◆ **About this exercise**:
Going line by line through the entries below, note each one with "structured", then report how many there are and nothing else.

Saved entries

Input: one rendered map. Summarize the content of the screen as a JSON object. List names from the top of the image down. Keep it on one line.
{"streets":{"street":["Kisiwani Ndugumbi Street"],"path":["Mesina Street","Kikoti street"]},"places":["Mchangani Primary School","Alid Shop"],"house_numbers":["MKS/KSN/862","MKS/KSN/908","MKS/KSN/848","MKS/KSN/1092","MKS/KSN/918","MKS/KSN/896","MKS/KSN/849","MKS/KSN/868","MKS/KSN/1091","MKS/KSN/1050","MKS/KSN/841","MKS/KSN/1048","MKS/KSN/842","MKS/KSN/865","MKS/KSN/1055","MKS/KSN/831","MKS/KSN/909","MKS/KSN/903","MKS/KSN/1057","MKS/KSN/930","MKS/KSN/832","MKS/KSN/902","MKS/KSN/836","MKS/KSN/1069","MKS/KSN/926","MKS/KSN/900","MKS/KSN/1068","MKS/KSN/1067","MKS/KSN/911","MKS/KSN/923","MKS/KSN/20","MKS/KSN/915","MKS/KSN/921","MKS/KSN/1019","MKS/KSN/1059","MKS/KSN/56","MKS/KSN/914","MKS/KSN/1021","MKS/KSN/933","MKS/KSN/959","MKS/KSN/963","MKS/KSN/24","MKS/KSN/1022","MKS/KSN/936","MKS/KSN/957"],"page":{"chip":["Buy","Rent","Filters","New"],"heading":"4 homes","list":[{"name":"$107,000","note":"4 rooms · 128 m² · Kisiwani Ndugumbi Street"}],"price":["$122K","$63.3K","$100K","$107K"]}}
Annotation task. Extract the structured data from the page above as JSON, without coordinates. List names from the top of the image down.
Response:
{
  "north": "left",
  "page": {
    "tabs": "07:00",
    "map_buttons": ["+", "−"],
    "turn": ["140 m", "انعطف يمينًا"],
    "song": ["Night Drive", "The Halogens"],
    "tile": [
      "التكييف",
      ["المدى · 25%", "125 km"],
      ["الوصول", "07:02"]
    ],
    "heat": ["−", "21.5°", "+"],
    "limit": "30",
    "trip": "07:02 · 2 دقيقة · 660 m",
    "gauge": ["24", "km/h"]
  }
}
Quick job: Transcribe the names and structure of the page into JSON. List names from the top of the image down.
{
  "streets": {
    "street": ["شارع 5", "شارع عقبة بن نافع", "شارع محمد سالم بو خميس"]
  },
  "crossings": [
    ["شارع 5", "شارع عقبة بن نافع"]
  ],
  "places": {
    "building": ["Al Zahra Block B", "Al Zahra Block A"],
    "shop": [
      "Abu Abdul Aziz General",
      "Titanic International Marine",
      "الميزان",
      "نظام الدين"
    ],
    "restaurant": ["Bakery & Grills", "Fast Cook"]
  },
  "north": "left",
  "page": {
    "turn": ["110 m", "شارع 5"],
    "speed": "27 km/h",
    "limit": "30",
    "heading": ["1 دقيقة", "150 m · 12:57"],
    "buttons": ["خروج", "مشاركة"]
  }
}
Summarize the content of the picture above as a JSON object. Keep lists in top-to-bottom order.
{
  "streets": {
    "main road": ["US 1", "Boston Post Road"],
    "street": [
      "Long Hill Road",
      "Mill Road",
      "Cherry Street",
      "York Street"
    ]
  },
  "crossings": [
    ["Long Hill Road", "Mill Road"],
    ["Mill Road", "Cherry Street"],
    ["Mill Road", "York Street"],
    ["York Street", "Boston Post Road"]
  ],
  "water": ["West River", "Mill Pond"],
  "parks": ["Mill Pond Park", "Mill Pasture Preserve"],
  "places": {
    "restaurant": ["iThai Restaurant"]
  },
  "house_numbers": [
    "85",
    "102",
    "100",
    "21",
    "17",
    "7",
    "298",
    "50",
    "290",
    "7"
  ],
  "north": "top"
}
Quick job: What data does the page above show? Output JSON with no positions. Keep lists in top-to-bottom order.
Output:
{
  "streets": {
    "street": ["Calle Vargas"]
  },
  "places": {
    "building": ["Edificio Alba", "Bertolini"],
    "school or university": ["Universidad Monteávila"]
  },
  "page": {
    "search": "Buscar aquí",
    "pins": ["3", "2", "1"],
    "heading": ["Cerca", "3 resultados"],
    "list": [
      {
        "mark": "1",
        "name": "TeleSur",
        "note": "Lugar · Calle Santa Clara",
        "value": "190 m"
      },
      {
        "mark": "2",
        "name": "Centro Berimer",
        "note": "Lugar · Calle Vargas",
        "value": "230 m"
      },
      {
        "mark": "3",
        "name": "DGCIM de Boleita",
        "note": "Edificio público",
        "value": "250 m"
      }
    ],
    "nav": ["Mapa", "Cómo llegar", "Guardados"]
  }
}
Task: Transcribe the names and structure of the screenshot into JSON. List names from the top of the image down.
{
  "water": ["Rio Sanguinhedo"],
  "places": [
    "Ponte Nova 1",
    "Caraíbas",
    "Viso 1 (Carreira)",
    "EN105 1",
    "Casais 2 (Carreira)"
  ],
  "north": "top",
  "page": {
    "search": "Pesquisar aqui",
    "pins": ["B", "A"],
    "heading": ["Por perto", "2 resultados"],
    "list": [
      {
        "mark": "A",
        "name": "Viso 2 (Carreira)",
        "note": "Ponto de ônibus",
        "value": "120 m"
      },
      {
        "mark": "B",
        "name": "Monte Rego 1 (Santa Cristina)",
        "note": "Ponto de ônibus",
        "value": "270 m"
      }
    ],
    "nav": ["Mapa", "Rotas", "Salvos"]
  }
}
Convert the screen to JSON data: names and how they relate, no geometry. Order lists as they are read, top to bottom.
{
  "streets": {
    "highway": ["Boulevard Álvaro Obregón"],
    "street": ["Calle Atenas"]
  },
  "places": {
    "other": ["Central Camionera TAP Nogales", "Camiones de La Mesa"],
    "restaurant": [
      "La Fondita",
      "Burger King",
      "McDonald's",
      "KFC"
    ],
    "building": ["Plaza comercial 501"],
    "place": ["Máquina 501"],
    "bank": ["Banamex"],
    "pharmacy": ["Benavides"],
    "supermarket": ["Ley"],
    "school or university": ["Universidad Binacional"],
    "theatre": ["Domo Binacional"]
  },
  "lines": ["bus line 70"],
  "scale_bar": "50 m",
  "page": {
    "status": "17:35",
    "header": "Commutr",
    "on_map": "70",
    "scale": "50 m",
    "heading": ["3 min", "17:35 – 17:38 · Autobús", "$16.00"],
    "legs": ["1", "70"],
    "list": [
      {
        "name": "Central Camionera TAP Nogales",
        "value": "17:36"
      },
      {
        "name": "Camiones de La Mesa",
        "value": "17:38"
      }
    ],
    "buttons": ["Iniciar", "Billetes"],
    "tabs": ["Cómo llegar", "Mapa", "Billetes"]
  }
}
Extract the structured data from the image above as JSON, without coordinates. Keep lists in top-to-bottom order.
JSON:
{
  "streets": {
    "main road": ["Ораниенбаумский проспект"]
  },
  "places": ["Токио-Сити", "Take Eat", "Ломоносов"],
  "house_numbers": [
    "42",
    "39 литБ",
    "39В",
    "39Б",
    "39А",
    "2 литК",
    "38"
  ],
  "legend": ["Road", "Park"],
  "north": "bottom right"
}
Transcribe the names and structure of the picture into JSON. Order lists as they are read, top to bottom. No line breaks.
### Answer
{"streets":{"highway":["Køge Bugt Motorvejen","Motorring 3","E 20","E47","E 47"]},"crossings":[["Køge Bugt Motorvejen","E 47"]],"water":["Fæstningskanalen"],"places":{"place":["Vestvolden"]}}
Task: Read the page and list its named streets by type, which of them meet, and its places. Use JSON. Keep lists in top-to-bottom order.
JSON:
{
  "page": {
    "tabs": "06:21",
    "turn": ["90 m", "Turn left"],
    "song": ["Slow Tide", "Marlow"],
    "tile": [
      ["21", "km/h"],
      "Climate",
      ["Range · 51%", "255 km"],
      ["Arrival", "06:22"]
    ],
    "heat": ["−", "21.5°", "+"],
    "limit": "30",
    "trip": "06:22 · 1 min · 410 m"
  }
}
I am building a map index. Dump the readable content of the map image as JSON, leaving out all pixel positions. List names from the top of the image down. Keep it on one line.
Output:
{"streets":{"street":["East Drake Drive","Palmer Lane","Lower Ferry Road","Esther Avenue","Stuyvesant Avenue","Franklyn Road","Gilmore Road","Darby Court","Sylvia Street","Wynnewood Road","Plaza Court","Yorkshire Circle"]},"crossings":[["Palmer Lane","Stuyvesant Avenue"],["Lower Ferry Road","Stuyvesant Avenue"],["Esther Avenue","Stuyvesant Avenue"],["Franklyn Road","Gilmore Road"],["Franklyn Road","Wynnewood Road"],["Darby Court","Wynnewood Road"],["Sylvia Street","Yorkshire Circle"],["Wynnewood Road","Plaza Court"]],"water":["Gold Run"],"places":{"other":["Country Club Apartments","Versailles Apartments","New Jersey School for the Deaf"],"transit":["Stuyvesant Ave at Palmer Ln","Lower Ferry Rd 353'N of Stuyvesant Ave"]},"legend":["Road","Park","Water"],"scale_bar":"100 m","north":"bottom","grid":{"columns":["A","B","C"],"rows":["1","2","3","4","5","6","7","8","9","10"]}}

◆ **Written solution**:
2